**Task details**
Stop after the line holding "0 #b0b5b7) drop-shadow(-2px". Repeat exactly every line before it in the records below, that line too, and leave out the pictures.

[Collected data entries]
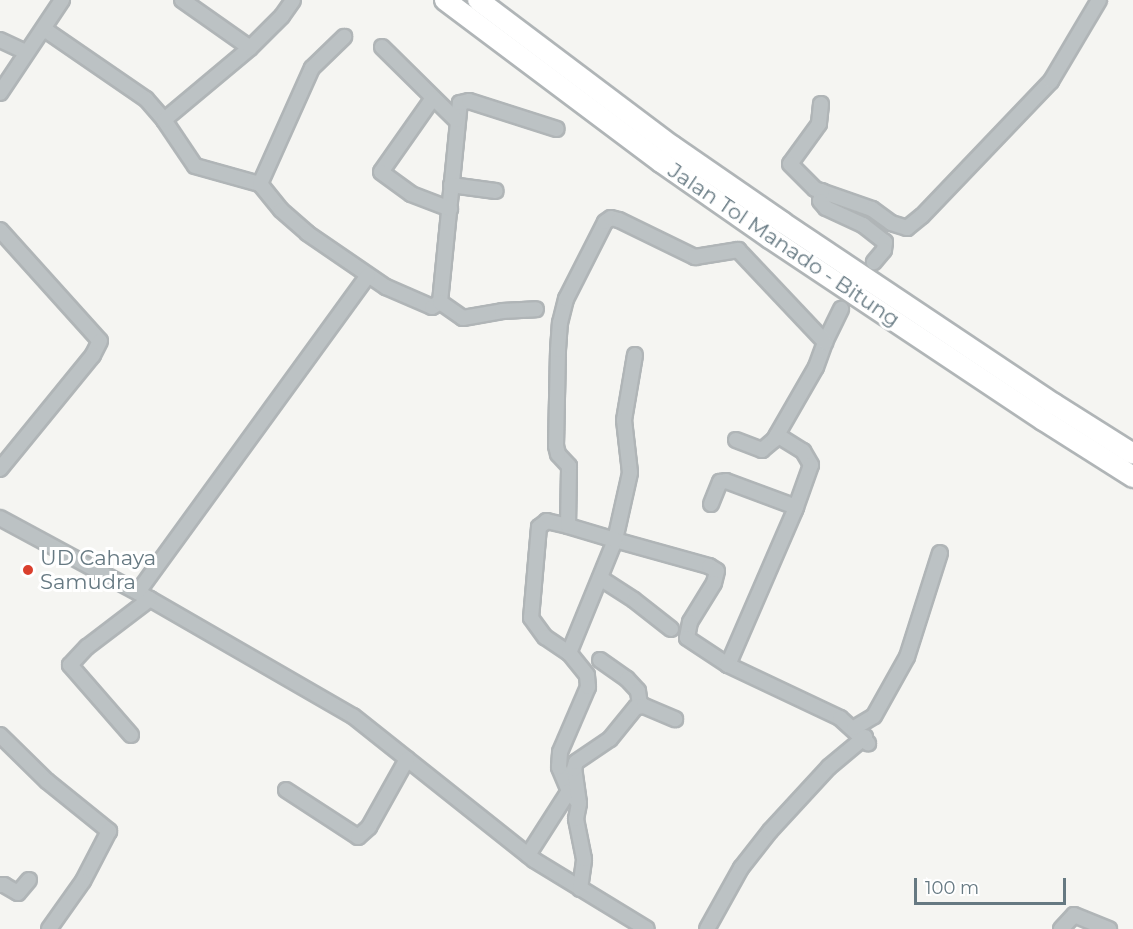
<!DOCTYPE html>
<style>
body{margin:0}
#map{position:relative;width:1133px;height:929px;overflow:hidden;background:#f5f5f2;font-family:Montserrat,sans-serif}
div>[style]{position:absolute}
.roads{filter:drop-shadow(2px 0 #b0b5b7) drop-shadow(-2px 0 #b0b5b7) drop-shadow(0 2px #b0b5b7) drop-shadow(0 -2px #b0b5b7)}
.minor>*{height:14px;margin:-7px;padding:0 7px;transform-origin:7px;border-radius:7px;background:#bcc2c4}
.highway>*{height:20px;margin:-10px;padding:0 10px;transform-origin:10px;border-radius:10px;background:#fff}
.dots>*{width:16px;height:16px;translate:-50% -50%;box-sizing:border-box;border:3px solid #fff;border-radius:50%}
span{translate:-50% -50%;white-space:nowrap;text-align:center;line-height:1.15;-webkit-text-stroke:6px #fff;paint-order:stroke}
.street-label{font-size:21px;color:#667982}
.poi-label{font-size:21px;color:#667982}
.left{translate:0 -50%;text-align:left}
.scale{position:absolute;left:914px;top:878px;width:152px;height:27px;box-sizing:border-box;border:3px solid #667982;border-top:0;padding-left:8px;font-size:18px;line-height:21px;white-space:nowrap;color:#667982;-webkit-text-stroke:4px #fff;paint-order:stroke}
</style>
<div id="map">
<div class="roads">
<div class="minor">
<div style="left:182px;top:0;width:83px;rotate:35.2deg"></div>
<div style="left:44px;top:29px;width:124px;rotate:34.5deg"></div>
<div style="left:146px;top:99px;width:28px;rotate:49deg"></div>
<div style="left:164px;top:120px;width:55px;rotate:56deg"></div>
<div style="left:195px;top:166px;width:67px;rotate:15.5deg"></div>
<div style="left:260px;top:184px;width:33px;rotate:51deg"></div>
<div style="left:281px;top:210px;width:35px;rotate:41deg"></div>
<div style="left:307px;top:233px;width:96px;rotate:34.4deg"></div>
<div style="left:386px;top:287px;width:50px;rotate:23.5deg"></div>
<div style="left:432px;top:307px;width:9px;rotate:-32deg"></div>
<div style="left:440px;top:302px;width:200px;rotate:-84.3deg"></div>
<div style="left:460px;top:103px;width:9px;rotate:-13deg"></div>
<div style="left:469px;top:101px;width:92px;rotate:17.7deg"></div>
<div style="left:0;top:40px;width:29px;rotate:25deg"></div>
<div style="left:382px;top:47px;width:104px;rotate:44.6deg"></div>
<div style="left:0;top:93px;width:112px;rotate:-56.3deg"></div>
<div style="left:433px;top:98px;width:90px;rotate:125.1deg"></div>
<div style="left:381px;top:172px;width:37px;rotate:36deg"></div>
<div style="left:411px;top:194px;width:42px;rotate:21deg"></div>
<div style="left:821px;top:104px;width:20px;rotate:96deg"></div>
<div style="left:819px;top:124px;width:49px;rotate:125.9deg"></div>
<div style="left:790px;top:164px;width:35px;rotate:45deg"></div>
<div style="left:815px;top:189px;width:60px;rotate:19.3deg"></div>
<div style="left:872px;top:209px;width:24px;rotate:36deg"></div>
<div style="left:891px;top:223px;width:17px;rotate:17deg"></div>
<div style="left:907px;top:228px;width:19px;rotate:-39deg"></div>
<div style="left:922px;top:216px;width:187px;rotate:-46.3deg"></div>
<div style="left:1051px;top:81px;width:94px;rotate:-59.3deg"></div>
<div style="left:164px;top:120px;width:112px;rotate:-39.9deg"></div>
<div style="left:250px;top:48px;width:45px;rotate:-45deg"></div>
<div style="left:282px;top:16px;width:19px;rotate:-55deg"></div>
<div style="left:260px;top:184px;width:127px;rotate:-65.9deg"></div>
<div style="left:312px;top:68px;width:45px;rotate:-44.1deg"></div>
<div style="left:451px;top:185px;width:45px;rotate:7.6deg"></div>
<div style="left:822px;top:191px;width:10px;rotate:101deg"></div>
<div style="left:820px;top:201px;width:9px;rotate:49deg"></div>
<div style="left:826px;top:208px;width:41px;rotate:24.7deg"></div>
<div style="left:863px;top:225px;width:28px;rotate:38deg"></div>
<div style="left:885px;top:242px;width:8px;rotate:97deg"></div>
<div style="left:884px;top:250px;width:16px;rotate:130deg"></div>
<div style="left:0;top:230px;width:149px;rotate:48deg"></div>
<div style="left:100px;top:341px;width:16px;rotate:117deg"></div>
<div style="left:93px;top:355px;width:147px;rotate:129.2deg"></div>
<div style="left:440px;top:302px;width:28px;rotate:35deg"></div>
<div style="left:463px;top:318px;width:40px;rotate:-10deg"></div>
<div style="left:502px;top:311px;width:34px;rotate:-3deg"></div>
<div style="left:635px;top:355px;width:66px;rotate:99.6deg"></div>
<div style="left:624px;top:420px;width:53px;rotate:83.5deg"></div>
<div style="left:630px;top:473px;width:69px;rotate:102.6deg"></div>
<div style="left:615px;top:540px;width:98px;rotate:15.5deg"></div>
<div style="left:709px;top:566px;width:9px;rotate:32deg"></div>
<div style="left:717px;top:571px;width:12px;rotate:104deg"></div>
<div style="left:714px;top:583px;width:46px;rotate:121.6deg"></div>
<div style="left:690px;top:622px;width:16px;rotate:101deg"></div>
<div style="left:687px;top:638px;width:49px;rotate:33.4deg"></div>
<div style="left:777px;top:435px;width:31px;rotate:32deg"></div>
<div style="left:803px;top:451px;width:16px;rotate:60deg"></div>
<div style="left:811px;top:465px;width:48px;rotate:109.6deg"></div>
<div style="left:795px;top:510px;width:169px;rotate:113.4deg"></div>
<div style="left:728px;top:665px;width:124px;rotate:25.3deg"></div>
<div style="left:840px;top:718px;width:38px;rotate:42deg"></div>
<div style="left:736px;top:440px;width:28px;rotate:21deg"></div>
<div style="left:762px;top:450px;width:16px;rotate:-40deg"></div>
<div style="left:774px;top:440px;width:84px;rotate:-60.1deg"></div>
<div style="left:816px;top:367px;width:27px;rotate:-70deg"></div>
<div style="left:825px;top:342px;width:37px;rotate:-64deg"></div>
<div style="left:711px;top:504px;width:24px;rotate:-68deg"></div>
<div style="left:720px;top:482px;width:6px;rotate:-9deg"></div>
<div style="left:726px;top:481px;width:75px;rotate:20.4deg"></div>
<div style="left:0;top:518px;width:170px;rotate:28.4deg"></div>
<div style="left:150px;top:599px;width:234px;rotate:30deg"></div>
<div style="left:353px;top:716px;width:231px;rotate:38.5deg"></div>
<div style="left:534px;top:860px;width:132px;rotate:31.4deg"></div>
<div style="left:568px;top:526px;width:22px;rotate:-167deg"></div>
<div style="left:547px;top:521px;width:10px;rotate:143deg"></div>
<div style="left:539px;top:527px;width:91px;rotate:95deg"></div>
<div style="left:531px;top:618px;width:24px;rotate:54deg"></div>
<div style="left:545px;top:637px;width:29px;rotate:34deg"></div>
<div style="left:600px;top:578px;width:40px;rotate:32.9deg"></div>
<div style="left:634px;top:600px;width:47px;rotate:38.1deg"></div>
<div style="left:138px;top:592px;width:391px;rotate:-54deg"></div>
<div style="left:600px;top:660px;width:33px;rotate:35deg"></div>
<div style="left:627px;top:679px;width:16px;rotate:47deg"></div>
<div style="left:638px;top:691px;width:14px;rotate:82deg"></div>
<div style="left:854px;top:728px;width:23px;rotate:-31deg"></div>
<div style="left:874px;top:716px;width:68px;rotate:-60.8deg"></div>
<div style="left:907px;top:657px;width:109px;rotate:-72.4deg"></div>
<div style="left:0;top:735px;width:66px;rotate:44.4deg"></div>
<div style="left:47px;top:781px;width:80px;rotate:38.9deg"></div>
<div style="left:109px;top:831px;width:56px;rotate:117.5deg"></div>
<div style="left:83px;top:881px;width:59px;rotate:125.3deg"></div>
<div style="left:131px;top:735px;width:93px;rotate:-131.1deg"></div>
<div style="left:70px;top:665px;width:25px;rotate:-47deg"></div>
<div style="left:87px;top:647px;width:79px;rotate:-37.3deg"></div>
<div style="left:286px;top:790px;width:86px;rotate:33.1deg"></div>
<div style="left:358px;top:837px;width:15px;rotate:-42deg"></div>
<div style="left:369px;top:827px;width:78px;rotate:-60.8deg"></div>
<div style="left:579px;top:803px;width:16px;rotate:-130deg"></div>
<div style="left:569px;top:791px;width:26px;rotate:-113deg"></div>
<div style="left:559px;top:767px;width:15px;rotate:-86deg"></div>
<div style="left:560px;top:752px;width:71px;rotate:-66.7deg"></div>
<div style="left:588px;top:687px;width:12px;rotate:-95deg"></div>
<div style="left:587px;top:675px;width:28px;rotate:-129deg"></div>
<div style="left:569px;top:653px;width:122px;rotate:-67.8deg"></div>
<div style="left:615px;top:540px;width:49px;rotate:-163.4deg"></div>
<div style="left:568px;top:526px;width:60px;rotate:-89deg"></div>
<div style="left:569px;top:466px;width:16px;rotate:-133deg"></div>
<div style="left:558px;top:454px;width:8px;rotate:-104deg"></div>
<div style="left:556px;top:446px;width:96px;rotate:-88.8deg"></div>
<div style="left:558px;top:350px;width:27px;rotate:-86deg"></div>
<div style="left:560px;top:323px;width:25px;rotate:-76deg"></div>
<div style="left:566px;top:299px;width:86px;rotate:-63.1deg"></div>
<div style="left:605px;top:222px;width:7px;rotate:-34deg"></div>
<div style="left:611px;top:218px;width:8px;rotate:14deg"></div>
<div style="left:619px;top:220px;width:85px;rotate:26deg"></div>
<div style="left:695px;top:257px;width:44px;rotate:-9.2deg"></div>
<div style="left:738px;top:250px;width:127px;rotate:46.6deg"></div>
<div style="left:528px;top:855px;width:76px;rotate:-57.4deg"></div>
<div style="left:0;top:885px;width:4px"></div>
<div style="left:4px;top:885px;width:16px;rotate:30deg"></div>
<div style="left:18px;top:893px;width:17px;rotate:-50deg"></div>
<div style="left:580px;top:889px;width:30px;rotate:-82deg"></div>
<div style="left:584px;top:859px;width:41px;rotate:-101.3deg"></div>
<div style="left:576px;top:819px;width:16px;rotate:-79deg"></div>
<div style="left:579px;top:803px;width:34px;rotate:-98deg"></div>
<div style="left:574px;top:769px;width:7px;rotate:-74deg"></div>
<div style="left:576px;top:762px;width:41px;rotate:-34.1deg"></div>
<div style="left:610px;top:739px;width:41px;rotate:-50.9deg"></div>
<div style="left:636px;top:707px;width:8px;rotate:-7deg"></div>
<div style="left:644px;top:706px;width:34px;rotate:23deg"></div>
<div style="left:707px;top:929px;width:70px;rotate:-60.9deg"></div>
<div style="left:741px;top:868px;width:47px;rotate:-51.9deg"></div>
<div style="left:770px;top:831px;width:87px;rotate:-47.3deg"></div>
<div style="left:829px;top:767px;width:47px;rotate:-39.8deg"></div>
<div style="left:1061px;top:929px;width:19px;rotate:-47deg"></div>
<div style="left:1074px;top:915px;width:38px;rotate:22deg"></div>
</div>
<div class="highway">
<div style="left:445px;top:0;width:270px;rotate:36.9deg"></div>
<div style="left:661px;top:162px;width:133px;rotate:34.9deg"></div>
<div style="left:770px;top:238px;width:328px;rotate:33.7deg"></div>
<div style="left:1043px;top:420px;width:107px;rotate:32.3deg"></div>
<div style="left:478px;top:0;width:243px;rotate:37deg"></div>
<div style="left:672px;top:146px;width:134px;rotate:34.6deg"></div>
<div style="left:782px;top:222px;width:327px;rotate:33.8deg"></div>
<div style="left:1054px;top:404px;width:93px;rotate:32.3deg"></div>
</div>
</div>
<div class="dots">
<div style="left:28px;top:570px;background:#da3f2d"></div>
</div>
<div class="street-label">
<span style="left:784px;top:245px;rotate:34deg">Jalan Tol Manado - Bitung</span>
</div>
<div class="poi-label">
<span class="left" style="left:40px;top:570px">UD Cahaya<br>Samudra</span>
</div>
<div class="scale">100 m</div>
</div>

**Solution**
<!DOCTYPE html>
<style>
body{margin:0}
#map{position:relative;width:1133px;height:929px;overflow:hidden;background:#f5f5f2;font-family:Montserrat,sans-serif}
div>[style]{position:absolute}
.roads{filter:drop-shadow(2px 0 #b0b5b7) drop-shadow(-2px 0 #b0b5b7) drop-shadow(0 2px #b0b5b7) drop-shadow(0 -2px #b0b5b7)}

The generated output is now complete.